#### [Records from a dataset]
=== Begin Enclosure ===
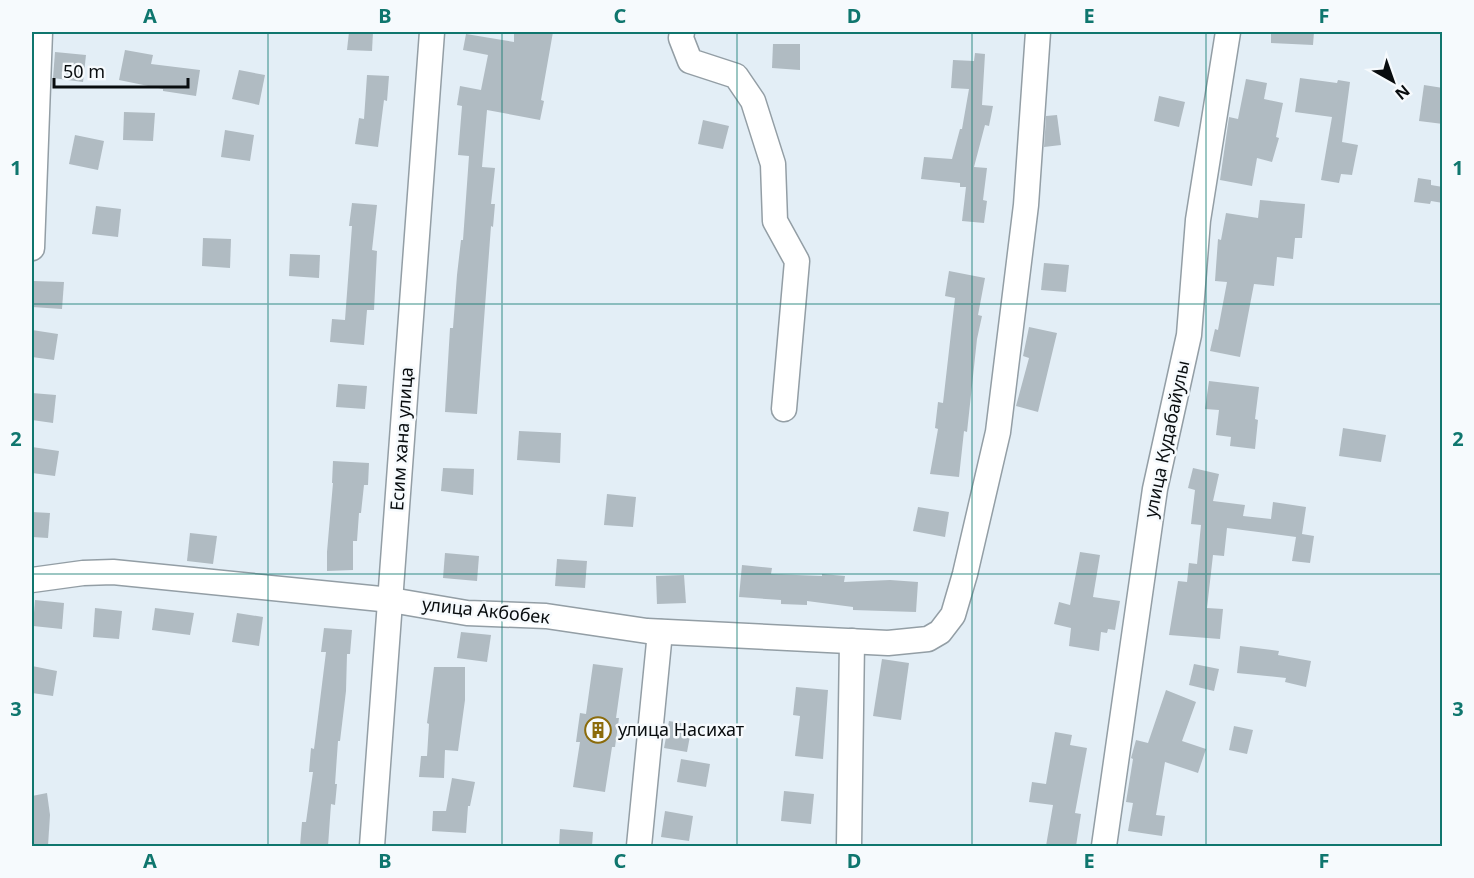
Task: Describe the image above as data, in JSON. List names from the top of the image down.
{
  "streets": {
    "street": ["Есим хана улица", "улица Кудабайулы", "улица Акбобек"]
  },
  "crossings": [
    ["Есим хана улица", "улица Акбобек"]
  ],
  "places": {
    "building": ["улица Насихат"]
  },
  "scale_bar": "50 m",
  "north": "bottom right",
  "grid": {
    "columns": [
      "A",
      "B",
      "C",
      "D",
      "E",
      "F"
    ],
    "rows": ["1", "2", "3"]
  }
}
=== End Enclosure ===
#### [PROMPT]
Give back the records exactly, minus any pictures.

#### [EXPECTED OUTPUT]
Task: Describe the image above as data, in JSON. List names from the top of the image down.
{
  "streets": {
    "street": ["Есим хана улица", "улица Кудабайулы", "улица Акбобек"]
  },
  "crossings": [
    ["Есим хана улица", "улица Акбобек"]
  ],
  "places": {
    "building": ["улица Насихат"]
  },
  "scale_bar": "50 m",
  "north": "bottom right",
  "grid": {
    "columns": [
      "A",
      "B",
      "C",
      "D",
      "E",
      "F"
    ],
    "rows": ["1", "2", "3"]
  }
}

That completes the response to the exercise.